IN AN ARITHMETICS SEQUENCE THE SEVENTH TERM IS 12 AND THE 21ST TERM IS 68. CALCULATE THE 68TH TERM.
a+6d=12.......(1)
a+20d=68......(2)
solve by elimination
a is gone
14d=56
d=4
a+6*4=12
a=12-24
a=-12
68 term=a+67d=?
that reminds me the equation i use to solve is
nth=a+(n-1)d
To find the 68th term in an arithmetic sequence, we need to determine the common difference.
First, let's find the common difference (d) using the given terms.
The formula to find the nth term of an arithmetic sequence is:
Tn = a + (n - 1) * d
Where:
Tn = nth term
a = first term
n = number of terms
d = common difference
Given:
Seventh term (T7) = 12
Twenty-first term (T21) = 68
Using the formula, we have:
T7 = a + (7 - 1) * d = 12
T21 = a + (21 - 1) * d = 68
We can use these equations to solve for the common difference (d):
a + (7 - 1) * d = 12
a + 6d = 12 --> Equation 1
a + (21 - 1) * d = 68
a + 20d = 68 --> Equation 2
To isolate 'a', we need to eliminate 'a' from these two equations.

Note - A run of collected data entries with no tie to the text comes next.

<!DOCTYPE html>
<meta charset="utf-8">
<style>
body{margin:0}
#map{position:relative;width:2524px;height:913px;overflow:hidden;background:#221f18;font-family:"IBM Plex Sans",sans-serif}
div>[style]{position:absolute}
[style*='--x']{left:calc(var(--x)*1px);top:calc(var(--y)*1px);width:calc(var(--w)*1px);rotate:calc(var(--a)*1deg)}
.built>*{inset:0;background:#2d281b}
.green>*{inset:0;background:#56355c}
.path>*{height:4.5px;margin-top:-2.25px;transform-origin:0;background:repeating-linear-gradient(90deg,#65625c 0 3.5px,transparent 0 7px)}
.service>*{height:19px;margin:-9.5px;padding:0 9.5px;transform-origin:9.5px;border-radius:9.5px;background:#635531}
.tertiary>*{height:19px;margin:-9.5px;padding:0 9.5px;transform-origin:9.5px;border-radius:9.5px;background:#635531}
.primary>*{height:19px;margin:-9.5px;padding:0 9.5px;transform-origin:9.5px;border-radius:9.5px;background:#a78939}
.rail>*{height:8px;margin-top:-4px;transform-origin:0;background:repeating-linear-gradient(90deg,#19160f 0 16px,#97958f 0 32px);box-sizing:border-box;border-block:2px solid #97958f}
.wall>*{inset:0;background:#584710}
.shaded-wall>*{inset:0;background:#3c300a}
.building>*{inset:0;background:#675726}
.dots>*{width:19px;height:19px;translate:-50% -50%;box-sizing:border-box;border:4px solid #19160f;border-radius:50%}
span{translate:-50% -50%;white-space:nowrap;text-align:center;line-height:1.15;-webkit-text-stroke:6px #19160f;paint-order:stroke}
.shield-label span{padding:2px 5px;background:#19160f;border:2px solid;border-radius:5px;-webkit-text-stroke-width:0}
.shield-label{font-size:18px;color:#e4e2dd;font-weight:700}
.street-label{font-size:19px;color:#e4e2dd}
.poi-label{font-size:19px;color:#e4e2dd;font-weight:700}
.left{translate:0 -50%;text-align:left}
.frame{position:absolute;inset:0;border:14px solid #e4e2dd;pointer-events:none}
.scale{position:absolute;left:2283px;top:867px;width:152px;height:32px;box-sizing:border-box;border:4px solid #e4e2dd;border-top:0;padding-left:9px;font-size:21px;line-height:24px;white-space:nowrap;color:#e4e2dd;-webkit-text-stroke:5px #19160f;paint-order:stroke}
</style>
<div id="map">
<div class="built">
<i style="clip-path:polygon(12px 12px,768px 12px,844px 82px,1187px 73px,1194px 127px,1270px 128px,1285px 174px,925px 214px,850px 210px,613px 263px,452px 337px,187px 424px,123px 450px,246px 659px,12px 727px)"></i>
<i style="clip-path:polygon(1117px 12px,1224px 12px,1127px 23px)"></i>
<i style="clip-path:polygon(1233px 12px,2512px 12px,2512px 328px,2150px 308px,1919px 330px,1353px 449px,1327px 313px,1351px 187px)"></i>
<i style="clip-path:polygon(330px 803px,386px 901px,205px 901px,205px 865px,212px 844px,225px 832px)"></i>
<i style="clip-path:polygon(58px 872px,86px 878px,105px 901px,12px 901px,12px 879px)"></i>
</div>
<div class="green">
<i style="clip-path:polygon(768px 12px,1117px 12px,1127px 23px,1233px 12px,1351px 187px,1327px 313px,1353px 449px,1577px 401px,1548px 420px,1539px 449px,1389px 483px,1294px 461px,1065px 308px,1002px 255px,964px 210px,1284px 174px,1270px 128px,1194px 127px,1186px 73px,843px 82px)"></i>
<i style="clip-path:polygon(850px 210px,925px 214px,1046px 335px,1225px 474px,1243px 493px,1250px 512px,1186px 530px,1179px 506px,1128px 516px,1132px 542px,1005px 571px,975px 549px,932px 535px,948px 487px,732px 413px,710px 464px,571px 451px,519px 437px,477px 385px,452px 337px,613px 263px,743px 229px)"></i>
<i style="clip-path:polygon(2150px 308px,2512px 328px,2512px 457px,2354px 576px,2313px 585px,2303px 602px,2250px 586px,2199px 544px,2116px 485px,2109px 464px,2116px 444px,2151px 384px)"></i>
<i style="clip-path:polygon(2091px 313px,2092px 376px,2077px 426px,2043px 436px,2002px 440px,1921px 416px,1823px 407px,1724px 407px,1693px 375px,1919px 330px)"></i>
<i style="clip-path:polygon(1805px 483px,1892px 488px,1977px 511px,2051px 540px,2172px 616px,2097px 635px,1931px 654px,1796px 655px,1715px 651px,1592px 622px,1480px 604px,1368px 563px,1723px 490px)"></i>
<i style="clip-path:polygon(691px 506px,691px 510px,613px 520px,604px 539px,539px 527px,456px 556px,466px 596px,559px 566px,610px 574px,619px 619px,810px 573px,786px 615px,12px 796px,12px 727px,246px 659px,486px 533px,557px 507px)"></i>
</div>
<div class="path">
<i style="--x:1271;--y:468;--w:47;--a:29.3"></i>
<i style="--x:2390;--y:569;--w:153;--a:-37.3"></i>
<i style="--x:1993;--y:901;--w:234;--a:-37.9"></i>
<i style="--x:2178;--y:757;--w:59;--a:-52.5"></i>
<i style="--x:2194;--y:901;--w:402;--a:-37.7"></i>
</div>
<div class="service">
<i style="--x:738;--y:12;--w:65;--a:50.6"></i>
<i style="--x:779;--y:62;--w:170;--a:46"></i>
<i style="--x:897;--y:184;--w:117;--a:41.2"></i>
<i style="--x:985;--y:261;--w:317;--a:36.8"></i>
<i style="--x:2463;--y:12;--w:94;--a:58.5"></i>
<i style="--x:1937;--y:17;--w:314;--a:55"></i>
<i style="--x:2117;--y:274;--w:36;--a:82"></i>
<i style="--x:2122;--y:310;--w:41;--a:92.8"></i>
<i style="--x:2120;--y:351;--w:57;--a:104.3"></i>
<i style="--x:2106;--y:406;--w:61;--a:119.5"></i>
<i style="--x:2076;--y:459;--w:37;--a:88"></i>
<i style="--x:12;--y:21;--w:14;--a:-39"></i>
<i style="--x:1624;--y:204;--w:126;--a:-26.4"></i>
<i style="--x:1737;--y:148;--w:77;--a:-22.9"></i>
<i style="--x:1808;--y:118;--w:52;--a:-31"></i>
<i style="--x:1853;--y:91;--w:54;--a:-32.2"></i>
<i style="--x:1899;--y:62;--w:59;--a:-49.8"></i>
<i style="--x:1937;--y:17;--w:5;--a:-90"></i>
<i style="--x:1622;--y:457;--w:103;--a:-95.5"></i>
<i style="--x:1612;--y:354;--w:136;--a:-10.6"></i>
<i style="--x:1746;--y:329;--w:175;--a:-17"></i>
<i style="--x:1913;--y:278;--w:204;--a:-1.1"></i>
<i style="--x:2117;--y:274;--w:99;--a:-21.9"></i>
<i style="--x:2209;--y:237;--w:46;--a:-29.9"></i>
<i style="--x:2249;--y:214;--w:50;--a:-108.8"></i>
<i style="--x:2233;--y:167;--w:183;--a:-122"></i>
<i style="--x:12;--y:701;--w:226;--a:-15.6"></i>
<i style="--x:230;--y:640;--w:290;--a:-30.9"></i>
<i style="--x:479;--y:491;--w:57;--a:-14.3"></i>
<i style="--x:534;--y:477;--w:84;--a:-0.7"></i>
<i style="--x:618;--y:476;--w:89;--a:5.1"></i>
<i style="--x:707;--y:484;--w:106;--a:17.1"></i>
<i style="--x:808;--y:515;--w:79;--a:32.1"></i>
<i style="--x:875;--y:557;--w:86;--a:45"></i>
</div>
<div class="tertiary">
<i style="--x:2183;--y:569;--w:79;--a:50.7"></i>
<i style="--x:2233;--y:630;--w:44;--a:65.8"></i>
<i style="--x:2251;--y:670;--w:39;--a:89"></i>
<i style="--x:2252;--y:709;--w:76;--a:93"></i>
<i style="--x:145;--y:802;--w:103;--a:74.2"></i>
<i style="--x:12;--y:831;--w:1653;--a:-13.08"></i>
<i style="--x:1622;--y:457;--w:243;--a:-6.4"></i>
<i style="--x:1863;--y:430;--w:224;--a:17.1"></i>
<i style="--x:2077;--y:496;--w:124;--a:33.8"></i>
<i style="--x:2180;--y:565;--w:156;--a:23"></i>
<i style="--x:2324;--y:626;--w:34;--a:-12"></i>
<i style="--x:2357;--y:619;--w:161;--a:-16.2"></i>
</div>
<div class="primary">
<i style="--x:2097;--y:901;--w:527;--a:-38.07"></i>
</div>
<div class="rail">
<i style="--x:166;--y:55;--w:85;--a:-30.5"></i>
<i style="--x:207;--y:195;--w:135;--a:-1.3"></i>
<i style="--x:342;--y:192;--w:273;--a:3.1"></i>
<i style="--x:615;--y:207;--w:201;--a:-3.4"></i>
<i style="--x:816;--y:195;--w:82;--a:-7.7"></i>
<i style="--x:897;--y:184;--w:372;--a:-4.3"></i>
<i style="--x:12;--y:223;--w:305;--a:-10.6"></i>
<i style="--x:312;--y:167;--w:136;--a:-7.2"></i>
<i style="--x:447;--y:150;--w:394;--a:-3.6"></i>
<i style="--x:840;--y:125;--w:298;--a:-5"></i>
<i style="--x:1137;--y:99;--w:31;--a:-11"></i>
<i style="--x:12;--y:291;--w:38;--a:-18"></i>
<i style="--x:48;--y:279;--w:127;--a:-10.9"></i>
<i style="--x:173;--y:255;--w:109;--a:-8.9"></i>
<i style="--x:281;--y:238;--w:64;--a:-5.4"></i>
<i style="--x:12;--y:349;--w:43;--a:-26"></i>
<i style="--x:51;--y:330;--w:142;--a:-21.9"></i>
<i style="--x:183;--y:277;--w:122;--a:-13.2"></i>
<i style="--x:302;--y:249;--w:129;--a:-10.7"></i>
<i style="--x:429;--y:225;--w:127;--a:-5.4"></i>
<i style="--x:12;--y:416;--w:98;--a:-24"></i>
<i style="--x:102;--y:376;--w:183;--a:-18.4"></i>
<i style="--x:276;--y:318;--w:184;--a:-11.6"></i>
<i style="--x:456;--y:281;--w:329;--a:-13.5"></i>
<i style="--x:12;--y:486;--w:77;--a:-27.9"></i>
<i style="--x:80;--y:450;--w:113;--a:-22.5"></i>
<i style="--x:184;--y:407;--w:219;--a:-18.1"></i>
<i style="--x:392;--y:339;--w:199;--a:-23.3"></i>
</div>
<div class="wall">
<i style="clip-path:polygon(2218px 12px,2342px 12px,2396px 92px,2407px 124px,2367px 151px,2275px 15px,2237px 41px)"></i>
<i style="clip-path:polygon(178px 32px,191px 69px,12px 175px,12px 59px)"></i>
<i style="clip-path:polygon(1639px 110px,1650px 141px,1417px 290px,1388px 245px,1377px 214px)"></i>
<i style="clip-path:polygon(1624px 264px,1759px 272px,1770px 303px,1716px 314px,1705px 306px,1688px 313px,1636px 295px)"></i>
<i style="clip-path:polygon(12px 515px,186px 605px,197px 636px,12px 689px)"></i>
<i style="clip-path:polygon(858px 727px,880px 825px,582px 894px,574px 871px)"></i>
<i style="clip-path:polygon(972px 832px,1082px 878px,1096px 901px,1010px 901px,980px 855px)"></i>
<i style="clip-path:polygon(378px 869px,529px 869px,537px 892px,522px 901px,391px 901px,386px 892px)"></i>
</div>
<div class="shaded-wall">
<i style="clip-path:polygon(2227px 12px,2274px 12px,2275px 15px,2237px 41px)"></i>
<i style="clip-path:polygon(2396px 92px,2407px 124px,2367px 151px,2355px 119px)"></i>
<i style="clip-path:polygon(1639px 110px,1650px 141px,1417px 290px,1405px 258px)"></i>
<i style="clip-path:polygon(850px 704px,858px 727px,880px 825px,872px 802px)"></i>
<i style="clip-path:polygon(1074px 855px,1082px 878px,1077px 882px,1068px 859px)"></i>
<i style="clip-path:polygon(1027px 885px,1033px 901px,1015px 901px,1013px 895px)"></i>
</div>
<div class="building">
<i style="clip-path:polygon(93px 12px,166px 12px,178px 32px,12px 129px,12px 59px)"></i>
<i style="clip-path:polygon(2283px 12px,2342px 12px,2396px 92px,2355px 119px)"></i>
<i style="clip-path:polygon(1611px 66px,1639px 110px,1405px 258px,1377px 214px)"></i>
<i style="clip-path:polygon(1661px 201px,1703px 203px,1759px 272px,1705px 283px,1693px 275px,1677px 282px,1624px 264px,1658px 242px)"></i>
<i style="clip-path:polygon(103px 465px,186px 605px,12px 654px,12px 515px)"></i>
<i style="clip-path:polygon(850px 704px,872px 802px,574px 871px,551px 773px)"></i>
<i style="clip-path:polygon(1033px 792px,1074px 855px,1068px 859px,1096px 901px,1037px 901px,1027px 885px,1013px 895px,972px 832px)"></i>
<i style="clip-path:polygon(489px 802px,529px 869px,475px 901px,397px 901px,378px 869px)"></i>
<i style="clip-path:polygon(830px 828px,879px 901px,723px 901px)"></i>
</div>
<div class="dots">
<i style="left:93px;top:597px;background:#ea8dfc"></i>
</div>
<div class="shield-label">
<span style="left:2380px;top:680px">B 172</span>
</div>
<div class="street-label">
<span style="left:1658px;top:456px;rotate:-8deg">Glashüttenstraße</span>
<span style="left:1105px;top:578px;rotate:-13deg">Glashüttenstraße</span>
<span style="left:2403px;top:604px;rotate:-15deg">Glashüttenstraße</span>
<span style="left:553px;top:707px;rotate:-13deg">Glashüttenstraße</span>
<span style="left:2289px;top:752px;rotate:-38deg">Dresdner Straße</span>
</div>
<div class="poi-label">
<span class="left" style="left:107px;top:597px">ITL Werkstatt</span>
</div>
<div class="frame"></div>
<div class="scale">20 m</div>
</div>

Multiplying Equation 1 by 20, and Equation 2 by 6 will give us two equations to eliminate 'a' from:
20a + 120d = 240
6a + 120d = 408
Subtracting these equations will eliminate 'a':
(20a + 120d) - (6a + 120d) = 240 - 408
14a = -168
Dividing by 14 on both sides, we can solve for 'a':
14a/14 = -168/14
a = -12
Now that we have the value of 'a', we can substitute it back into Equation 1 or 2 to find 'd'. Let's use Equation 1:
a + 6d = 12
Substituting -12 for 'a':
-12 + 6d = 12
Adding 12 to both sides:
6d = 24
Dividing by 6 on both sides, we can solve for 'd':
6d/6 = 24/6
d = 4
Now that we have the common difference 'd' as 4 and the first term 'a' as -12, we can use the formula to find the 68th term (T68):
T68 = a + (68 - 1) * d
= -12 + 67 * 4
= -12 + 268
= 256
Therefore, the 68th term of the arithmetic sequence is 256.
To calculate the 68th term of an arithmetic sequence, you first need to determine the common difference (d) between consecutive terms. The common difference remains constant throughout the sequence.
Given that the 7th term is 12 and the 21st term is 68, we can use these two terms to find the common difference.
Formula:
n-th term of an arithmetic sequence = a + (n - 1) * d
Here, a represents the first term, n represents the position of the term in the sequence, and d represents the common difference.
Step 1: Finding the common difference (d)
Using the formula, we can substitute the values of the 7th and 21st terms to find the common difference.
12 = a + (7 - 1) * d
68 = a + (21 - 1) * d
Simplifying these equations gives us:
12 = a + 6d
68 = a + 20d
Step 2: Solving for a and d
Now, we can solve the above two equations as a system of linear equations to find the values of a and d.
Let's multiply the first equation by 10 and the second equation by 3 to make the coefficients of 'd' the same:
120 = 10a + 60d
204 = 3a + 60d
Subtracting the second equation from the first gives:
120 - 204 = 10a - 3a
-84 = 7a
Dividing both sides by 7, we find:
a = -12
Now, substitute the value of a (first term) into either of the initial equations (let's use 12 = a + 6d) and solve for d:
12 = -12 + 6d
24 = 6d
d = 4
Step 3: Calculating the 68th term
Now we know that the first term (a) is -12 and the common difference (d) is 4. We can use the formula for the n-th term of an arithmetic sequence to calculate the 68th term.
n = 68
a = -12
d = 4
68th term = -12 + (68 - 1) * 4
68th term = -12 + 67 * 4
68th term = -12 + 268
68th term = 256
Therefore, the 68th term of the arithmetic sequence is 256.